*What is expected*. Which lines of the listing hold the string "lineWidth"? Copy those lines.

___ Provided data ___

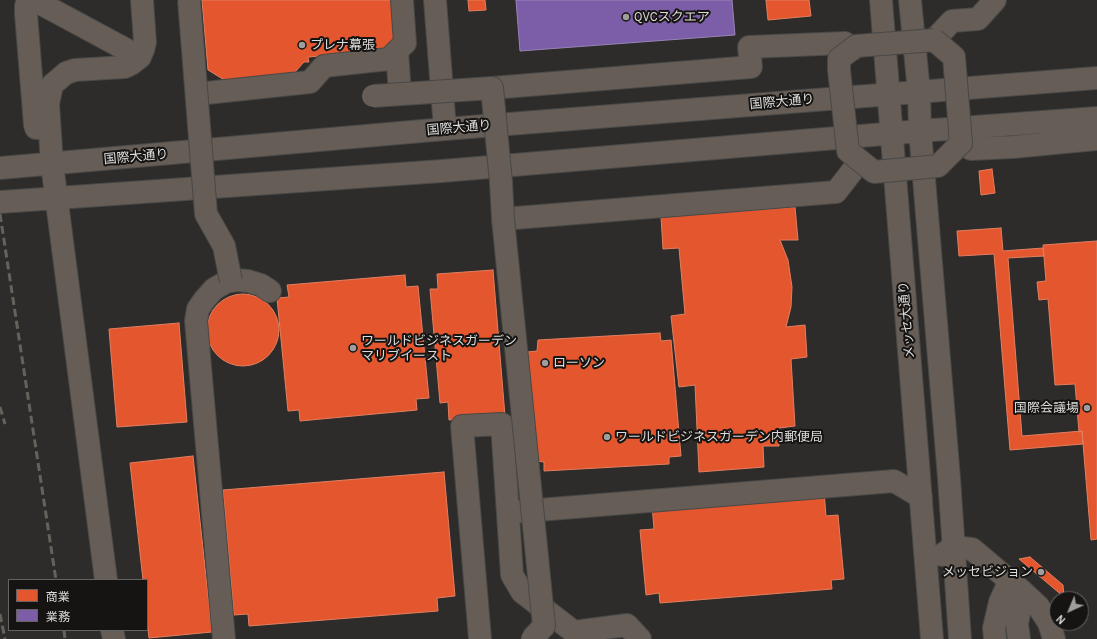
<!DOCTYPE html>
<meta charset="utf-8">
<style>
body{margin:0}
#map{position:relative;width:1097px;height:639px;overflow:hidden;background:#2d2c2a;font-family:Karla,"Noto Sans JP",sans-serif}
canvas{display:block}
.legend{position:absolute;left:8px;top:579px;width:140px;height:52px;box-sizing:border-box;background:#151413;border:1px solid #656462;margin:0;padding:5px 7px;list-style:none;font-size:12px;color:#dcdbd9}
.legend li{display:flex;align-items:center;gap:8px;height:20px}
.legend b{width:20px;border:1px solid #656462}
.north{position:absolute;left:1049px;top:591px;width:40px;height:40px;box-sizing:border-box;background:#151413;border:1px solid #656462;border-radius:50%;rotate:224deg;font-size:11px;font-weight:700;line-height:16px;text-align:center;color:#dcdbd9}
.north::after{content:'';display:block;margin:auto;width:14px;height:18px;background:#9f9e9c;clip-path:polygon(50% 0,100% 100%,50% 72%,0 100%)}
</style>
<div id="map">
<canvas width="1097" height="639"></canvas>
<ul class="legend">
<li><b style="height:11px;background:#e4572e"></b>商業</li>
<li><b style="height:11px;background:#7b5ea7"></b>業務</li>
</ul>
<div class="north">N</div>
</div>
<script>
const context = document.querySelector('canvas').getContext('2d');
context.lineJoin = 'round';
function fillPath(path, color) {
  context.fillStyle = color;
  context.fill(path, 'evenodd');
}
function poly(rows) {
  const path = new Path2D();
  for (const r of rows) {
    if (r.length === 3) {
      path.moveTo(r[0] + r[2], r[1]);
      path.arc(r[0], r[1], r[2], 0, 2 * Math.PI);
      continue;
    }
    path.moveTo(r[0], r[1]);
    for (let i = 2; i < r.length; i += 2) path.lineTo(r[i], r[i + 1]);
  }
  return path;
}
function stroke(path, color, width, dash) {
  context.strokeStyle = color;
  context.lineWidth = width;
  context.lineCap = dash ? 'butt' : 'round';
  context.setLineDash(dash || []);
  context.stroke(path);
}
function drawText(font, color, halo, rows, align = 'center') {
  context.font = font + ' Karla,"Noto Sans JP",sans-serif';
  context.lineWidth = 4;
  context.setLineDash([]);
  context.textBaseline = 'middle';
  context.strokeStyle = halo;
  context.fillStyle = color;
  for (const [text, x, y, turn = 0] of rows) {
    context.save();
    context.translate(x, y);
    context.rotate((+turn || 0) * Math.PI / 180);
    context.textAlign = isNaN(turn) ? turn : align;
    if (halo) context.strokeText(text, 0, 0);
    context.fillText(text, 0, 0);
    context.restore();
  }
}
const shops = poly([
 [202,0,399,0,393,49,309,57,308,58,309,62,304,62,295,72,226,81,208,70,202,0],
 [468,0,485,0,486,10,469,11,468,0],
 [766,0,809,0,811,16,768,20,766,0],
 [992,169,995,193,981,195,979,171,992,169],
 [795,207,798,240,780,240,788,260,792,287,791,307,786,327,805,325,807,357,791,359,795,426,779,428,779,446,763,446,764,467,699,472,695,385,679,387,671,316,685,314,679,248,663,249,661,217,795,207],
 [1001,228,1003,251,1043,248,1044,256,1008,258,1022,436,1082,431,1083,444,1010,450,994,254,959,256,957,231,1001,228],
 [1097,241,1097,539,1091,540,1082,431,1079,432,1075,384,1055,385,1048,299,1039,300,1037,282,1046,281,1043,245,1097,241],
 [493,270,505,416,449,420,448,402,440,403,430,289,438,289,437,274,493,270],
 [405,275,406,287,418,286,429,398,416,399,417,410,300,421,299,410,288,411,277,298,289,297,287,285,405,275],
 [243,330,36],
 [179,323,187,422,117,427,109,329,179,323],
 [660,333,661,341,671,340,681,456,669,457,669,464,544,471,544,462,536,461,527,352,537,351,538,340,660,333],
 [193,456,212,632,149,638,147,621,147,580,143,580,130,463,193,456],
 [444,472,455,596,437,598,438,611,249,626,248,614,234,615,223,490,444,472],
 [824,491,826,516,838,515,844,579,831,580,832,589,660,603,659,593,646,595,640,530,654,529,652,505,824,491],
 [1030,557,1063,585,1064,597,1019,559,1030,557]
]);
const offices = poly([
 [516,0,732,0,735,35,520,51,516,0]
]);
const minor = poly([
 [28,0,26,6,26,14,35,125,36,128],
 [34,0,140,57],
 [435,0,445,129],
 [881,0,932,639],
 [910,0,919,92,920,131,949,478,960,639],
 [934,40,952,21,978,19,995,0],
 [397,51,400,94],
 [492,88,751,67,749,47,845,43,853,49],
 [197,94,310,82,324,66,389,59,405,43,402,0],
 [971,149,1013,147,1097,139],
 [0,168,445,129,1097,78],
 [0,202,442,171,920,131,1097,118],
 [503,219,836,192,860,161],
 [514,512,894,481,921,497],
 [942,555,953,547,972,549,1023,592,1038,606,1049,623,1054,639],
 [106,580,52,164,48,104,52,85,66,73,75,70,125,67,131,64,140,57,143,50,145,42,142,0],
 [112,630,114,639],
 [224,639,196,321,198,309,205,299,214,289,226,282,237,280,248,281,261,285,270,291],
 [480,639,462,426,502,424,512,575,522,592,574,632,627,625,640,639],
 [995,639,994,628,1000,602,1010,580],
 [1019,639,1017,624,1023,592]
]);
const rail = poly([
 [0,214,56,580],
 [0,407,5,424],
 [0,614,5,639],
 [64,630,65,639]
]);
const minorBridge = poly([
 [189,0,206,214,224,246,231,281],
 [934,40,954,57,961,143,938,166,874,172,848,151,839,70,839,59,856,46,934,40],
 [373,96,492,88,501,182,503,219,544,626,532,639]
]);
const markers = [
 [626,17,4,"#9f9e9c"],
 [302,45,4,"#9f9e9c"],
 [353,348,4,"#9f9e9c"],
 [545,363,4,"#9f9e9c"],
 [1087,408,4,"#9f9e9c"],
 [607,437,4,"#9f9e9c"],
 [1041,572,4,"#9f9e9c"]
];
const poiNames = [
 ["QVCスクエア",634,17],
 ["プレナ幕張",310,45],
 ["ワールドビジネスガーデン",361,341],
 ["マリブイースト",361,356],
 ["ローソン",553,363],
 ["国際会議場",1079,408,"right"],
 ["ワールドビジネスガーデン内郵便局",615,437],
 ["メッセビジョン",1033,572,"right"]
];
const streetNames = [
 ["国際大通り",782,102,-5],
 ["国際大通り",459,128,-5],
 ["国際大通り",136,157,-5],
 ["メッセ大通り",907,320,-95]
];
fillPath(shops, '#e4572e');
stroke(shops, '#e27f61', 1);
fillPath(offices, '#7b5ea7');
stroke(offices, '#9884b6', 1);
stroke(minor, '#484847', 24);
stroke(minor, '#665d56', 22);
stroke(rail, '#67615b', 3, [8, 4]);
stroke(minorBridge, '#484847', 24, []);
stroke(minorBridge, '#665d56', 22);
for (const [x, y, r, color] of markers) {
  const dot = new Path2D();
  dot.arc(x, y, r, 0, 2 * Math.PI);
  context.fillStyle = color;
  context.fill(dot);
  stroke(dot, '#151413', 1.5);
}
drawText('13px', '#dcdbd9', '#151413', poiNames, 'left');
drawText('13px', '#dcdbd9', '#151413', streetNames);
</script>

___

*Response below*.
  context.lineWidth = width;
  context.lineWidth = 4;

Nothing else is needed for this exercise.